Author

David Glavin

Publication Date

8-27-2012

Abstract

This study investigated the relationship between quizzing and student success in an introductory college level statistics course. Demographic and student performance data were collected from a 100-level introductory Statistics course at the University of New Mexico during the Fall 2011 semester. Two statistical models were developed to determine if quizzing is related to student success as measured by final letter grades and final exam scores. Predictive modeling to determine the relationship between quizzing and students final exam scores using a Hierarchical Linear Model (HLM) found quizzing to be marginally significant (p-value = 0.0567).
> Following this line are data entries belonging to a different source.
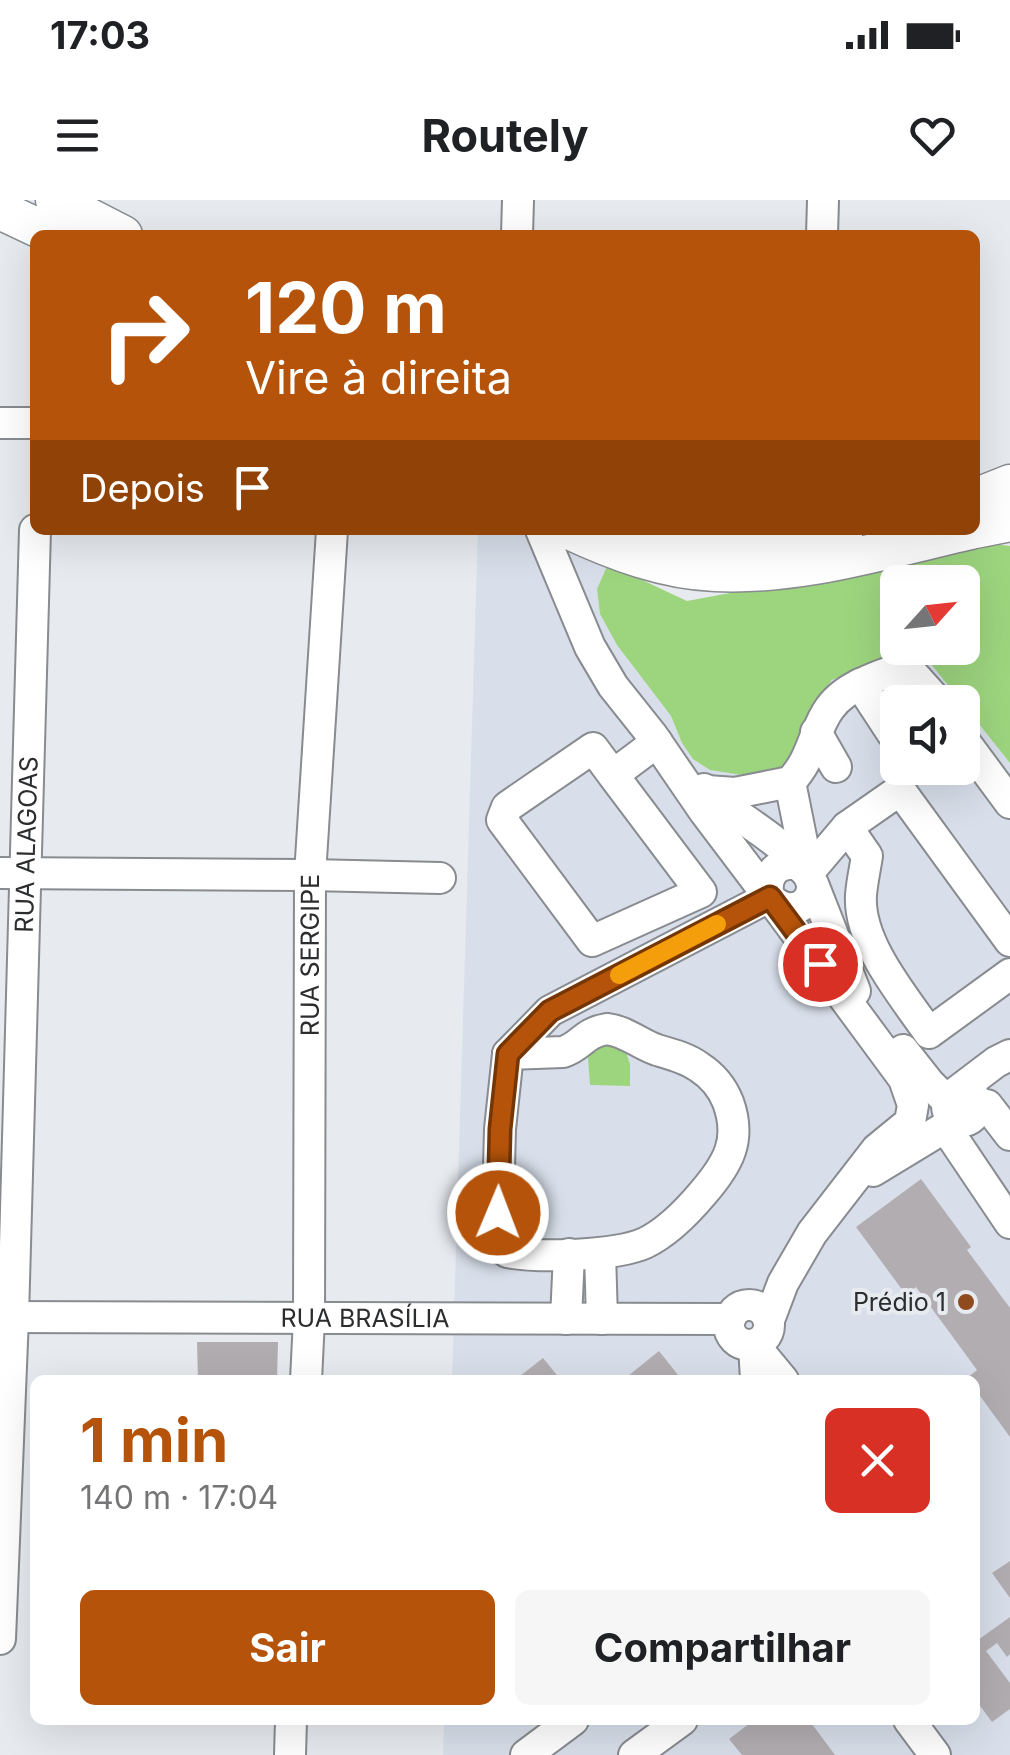 <!DOCTYPE html>
<html lang="pt">
<head>
<meta charset="utf-8">
<style>
  body { margin:0; font-family:Inter,sans-serif; background:#f6f6f6; color:#202124; height:100vh; display:flex; flex-direction:column; font-size:38px; white-space:nowrap }
  * { box-sizing:border-box; margin:0 }
  p { font-size:32px; color:#757577 }
  .icon { flex:none; width:55px; height:55px; fill:none; stroke:currentColor; stroke-width:2; stroke-linecap:round; stroke-linejoin:round }
  .map { position:relative; flex:1; overflow:hidden }
  .sheet { position:absolute; left:30px; top:1175px; width:950px; height:350px; display:flex; flex-direction:column; background:#fff; border-radius:15px; box-shadow:0 10px 40px #0002 }
  .sheet>* { flex:none }
  .hud { position:absolute; left:30px; top:30px; width:950px; height:305px; border-radius:15px; box-shadow:0 10px 40px #0002; background:#b45309; color:#fff; overflow:hidden }
  .needle { width:65px; rotate:63deg }
  .controls { position:absolute; left:880px; top:365px; display:grid; gap:20px }
  .controls a { display:grid; place-items:center; width:100px; height:100px; border-radius:15px; background:#fff; box-shadow:0 10px 40px #0002; font-size:50px }
  .pin { position:absolute; display:grid; place-items:center; width:85px; height:85px; color:#fff; margin:-42px; border:5px solid #fff; border-radius:50%; box-shadow:0 2px 10px #0007 }
  .me { position:absolute; width:110px; margin:-55px; rotate:1deg; stroke-linejoin:round; filter:drop-shadow(0 0 8px #0008) }
  .turn { display:flex; align-items:center; gap:35px; height:210px; padding:0 50px; font-size:45px }
  .turn .icon { width:130px; height:130px; stroke-width:2.5 }
  .turn b { display:block; font-size:70px; line-height:85px }
  .then { display:flex; align-items:center; height:95px; padding:0 50px; background:#0003; gap:20px; font-size:38px }
  .round { display:grid; place-items:center; flex:none; width:105px; height:105px; border-radius:15px; background:#f6f6f6 }
  .summary { display:flex; align-items:center; justify-content:space-between; height:170px; padding:0 50px }
  h1 { font-size:60px; font-weight:700; line-height:75px; color:#b45309 }
  .button { display:flex; gap:20px; margin-top:auto; padding:20px 50px }
  .button a { flex:1; height:115px; border-radius:15px; background:#b45309; color:#fff; font-size:40px; font-weight:700; line-height:115px; text-align:center }
  .button a+a { background:#f6f6f6; color:#202124 }
  .status { display:flex; justify-content:space-between; align-items:center; height:70px; padding:0 50px; background:#fff; direction:ltr }
  .status svg { height:28px; fill:currentColor }
  header { display:flex; justify-content:space-between; align-items:center; height:130px; padding:0 50px; background:#fff; font-size:45px; font-weight:700 }
  .map>svg:first-child { display:block }
</style>
</head>
<body>
<div class="status"><b>17:03</b><svg viewBox="0 0 49 12"><path d="M0 12V9h3v3zM5 12V6h3v6zM10 12V3h3v9zM15 12V0h3v12zM26 1h20v11H26zM47 4h2v5h-2z"/></svg></div>
<header><svg class="icon" aria-label="menu" viewBox="0 0 24 24"><path d="M4 6h16M4 12h16M4 18h16"/></svg>Routely<svg class="icon" aria-label="heart" viewBox="0 0 24 24"><path d="M12 20l-8-8c-3-5 5-10 8-4 3-6 11-1 8 4z"/></svg></header>
<div class="map">
<svg width="1010" height="1555" viewBox="0 0 1010 1555">
  <rect width="100%" height="100%" fill="#e7eaef"/>
  <path fill="#d8dfea" fill-rule="evenodd" d="M478 330H524L608 364 597 389 600 414 617 445 671 516 682 543 798 548 811 509 832 480 885 458 913 457 931 464 1010 563V1555H443L444 1520H975V1180H452ZM898 502H962V568H898Z"/>
  <path fill="#9dd57e" fill-rule="evenodd" d="M994 344 1010 346V563L931 464 913 457 885 458 832 480 811 509 798 548 783 569 748 576 710 570 693 559 682 543 671 516 617 445 600 414 597 389 608 364 687 401ZM898 382H962V448H898Z
    M591 842 623 843 630 864V886L590 885 588 858Z"/>
  <path fill="#b1adb1" d="M921 979 971 1047 967 1050 1010 1108V1237L975 1189V1180H968L967 1178 977 1170 947 1129 916 1087 906 1095 856 1027Z
    M197 1142H278L277 1180H198Z
    M659 1151 682 1180H623Z
    M543 1158 561 1180H515Z
    M1010 1361V1398L992 1373Z
    M1010 1417V1454L1007 1457 997 1443 986 1451 1010 1483V1509L992 1522 975 1499V1436L978 1440Z
    M754 1520H809L835 1555H742L729 1539Z"/>
  <g fill="none" stroke-linecap="round" stroke-linejoin="round">
    <g stroke="#888b8f" stroke-width="34">
      <g id="minor">
        <path d="M517 35 518 0"/>
        <path d="M822 35 823 0"/>
        <path d="M0 223H35"/>
        <path d="M541 330 590 447 613 486 652 535 704 611 769 697C798 729 833 685 796 664 775 662 764 677 769 697"/>
        <path d="M860 484 892 533"/>
        <path d="M816 532 836 567"/>
        <path d="M962 538 1010 603"/>
        <path d="M613 575 701 692 592 741 502 620 507 607 593 548 613 575 657 542"/>
        <path d="M790 582 808 672"/>
        <path d="M704 589C736 617 775 636 804 668"/>
        <path d="M707 591 735 593 790 582C824 547 808 506 865 482 883 474 892 469 911 472L938 502"/>
        <path d="M847 627 867 656C865 669 862 682 861 695 858 743 903 795 929 833L1010 774"/>
        <path d="M0 673 310 675 440 678"/>
        <path d="M808 673 847 627 900 590 1010 741"/>
        <path d="M813 684 855 791"/>
        <path d="M607 829C626 831 639 844 657 850 671 854 687 858 699 867 713 876 722 887 728 902 742 940 728 964 703 993 687 1012 668 1032 645 1043 616 1056 539 1058 507 1052L497 1042 500 929 508 854 563 852C582 846 583 833 607 829Z"/>
        <path d="M903 850 929 883 947 901"/>
        <path d="M508 854 550 811 769 697"/>
        <path d="M959 890 996 862 1010 855"/>
        <circle cx="962" cy="906" r="15"/>
        <path d="M987 905 1010 935"/>
        <path d="M946 928 1010 1023"/>
        <path d="M873 971 957 920"/>
        <path d="M600 1053 602 1119"/>
        <circle cx="749" cy="1125" r="20"/>
        <path id="s1" d="M0 1117 730 1119"/>
        <path d="M566 1119 569 1054"/>
        <path d="M769 1120 783 1083 812 1033 877 949 910 922 913 905 904 879 775 704"/>
        <path id="s2" d="M306 1180 309 1119 310 675 332 330"/>
        <path d="M756 1180 754 1145 783 1180"/>
        <path id="s3" d="M0 1439 13 1117 35 330"/>
        <path d="M909 1520 935 1555"/>
        <path d="M290 1555 291 1520"/>
        <path d="M526 1555 573 1520"/>
        <path d="M634 1555 682 1520"/>
      </g>
    </g>
    <g stroke="#888b8f" stroke-width="41">
      <path id="major" d="M55 0 123 35
        M0 10 53 35
        M975 298 1010 284
        M975 329 1010 322
        M569 330C614 351 664 370 715 372 803 376 886 349 971 330
        M633 330C696 351 778 350 843 335"/>
    </g>
    <use href="#minor" stroke="#fff" stroke-width="30"/>
    <use href="#major" stroke="#fff" stroke-width="38"/>
  </g>
  <g fill="none" stroke-linecap="round" stroke-linejoin="round">
    <g stroke="#753606" stroke-width="25">
      <path id="route" d="M498 1013 500 929 508 854 550 811 770 697 820 764"/>
    </g>
    <use href="#route" stroke="#b45309" stroke-width="18"/>
    <path stroke="#f59e0b" stroke-width="18" d="M619 775 717 724"/>
  </g>
  <circle fill="#8f4a20" stroke="#e7eaef" stroke-width="4" cx="966" cy="1102" r="10"/>
  <g text-anchor="middle" stroke-width="8" stroke-linejoin="round" paint-order="stroke">
    <g font-size="25" fill="#2c2d2f" stroke="#e7eaef">
      <text dy="9" stroke="none"><textPath href="#s3" startOffset="795">RUA ALAGOAS</textPath></text>
      <text dy="9" stroke="none"><textPath href="#s2" startOffset="425">RUA SERGIPE</textPath></text>
      <text dy="9" stroke="none"><textPath href="#s1" startOffset="365">RUA BRASÍLIA</textPath></text>
    </g>
    <g font-size="25" fill="#2c2d2f" stroke="#e7eaef" text-anchor="end">
      <text x="946" y="1111">Prédio 1</text>
    </g>
  </g>
</svg>
<div class="controls">
<a><svg class="needle" viewBox="-14 -14 28 28"><path d="M0-13l5 13h-10z" fill="#e53935"/><path d="M0 13l5-13h-10z" fill="#757577"/></svg></a>
<a><svg class="icon" aria-label="sound" viewBox="0 0 24 24"><path d="M4 9h4l5-4v14l-5-4H4zM17 9q2 3 0 6"/></svg></a>
</div>
<div class="pin" style="left:820px;top:764px;background:#d93025"><svg class="icon" aria-label="arrive" viewBox="0 0 24 24"><path d="M6 21V4h12l-3 4 3 4H6"/></svg></div>
<svg class="me" style="left:498px;top:1013px" viewBox="-20 -20 40 40"><circle r="17" fill="#b45309" stroke="#fff" stroke-width="3"/><path d="M0-11L8 9 0 5-8 9z" fill="#fff"/></svg>
<div class="hud">
<div class="turn"><svg class="icon" aria-label="right" viewBox="0 0 24 24"><path d="M7 20v-9h11M14 6l5 5-5 5"/></svg><div><b>120 m</b>Vire à direita</div></div>
<div class="then">Depois<svg class="icon" aria-label="arrive" viewBox="0 0 24 24"><path d="M6 21V4h12l-3 4 3 4H6"/></svg></div>
</div>
<section class="sheet">
<div class="summary"><div><h1>1 min</h1><p>140 m · 17:04</p></div><a class="round" style="background:#d93025;color:#fff"><svg class="icon" aria-label="close" viewBox="0 0 24 24"><path d="M6 6l12 12M18 6L6 18"/></svg></a></div>
<div class="button"><a>Sair</a><a>Compartilhar</a></div>
</section>
</div>
</body>
</html>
Probabilistic modeling using logistic regression to predict if a student passes the course with a grade of C or higher yielded an odds ratio of 6.013 (95% Wald CI: 2.030, 17.813) for students who were given periodic quizzes versus students who were not given quizzes, while holding all other variables in the model constant. Results indicate that quizzing is positively associated with student performance.

Degree Name

Statistics

Level of Degree

Masters

Department Name

Mathematics & Statistics

First Advisor

Umland, Kristin

First Committee Member (Chair)

Sonksen, Michael

Second Committee Member

Nakamaye, Michael

Language

English

Keywords

Ability--Testing--EvAluation, Statistics--Ability testing--Psychological aspects, Academic achievement--Psychological aspects.